HD DVD consortium declares premature victory in Europe

The European HD-DVD group has announced rather misleading figures that show the format's market dominance in several European countries. According to their statistics, Blu-ray only makes up 1/4 of the high-definition market in Europe.
HD DVD video players have outsold rival standard Blu-ray players by a three-to-one margin in Europe's main markets so far this year, according to a lobby group.

The European HD DVD Promotional Group claimed it had 74 percent market share in Britain, Germany, France, Italy, Spain and Switzerland for stand-alone players
Which all seems very open-and-close, until you read the fine print.

The figures for Blu-ray didn't take into account Sony's PlayStation 3 - only stand-along players for both formats were included. One commenter on the Engadget story about this annoucement points out (not sure where the figures came from) that if you include the sales of the PS3 and the Xbox360 add-on in the French figures through April, HD-DVD jumps from 2,600 to 10,000 while Blu-ray goes from 800 to 108,000.

The HD-DVD group declined to give any specific numbers of HD players shipped in their statement, and on top of that, Blu-ray discs are still selling significantly more copies than their HD-DVD counterparts.
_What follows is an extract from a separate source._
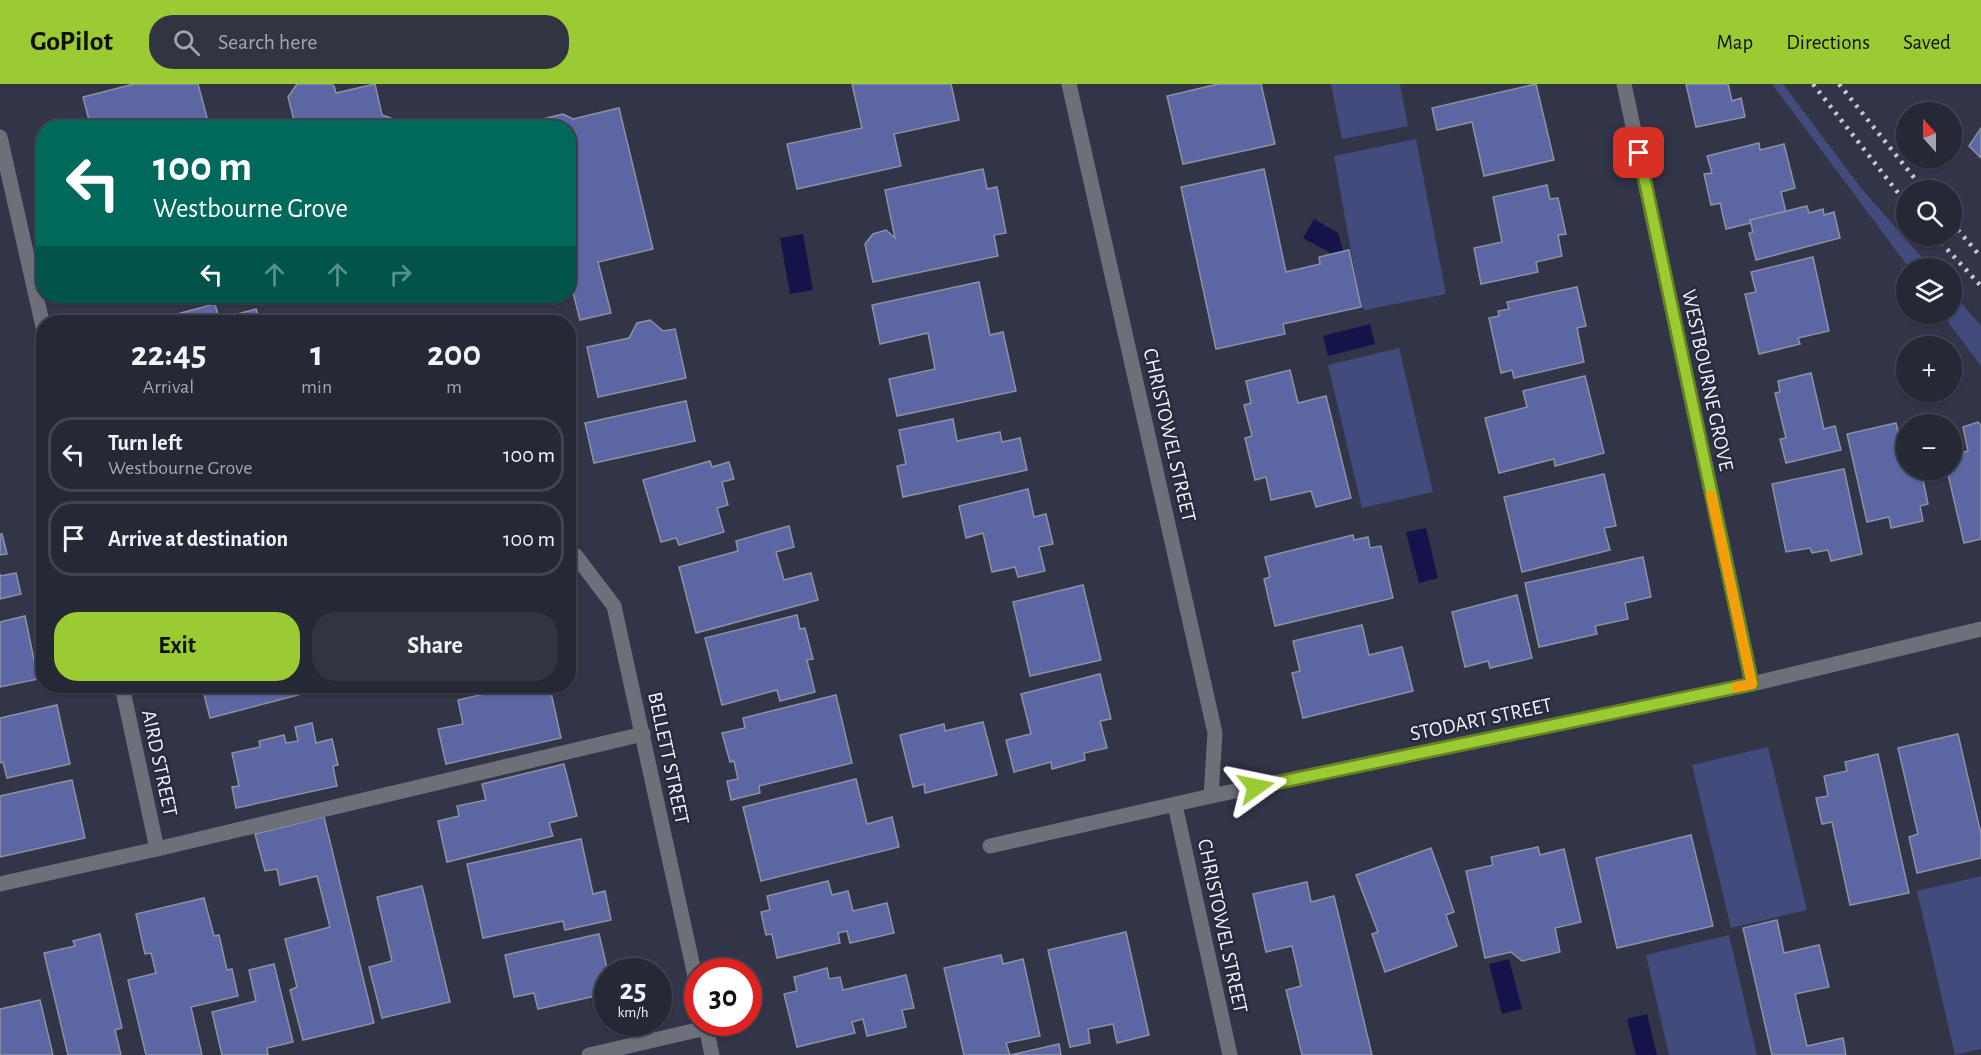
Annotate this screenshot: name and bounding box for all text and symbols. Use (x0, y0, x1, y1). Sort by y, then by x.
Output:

As the Yahoo! article points out, the VHS/Beta format war took almost a decade before a winner emerged, and it's likely that a similar timeframe might be needed here before there's a clear victor in the high-def struggle.

We're still a couple of years away from mass-market pricing as well - it took DVD a few years before players were cheap enough that the general public bothered with the format. And there was only one DVD format; with two jostling for supremacy this time around, consumer confusion might drag the whole thing out even longer.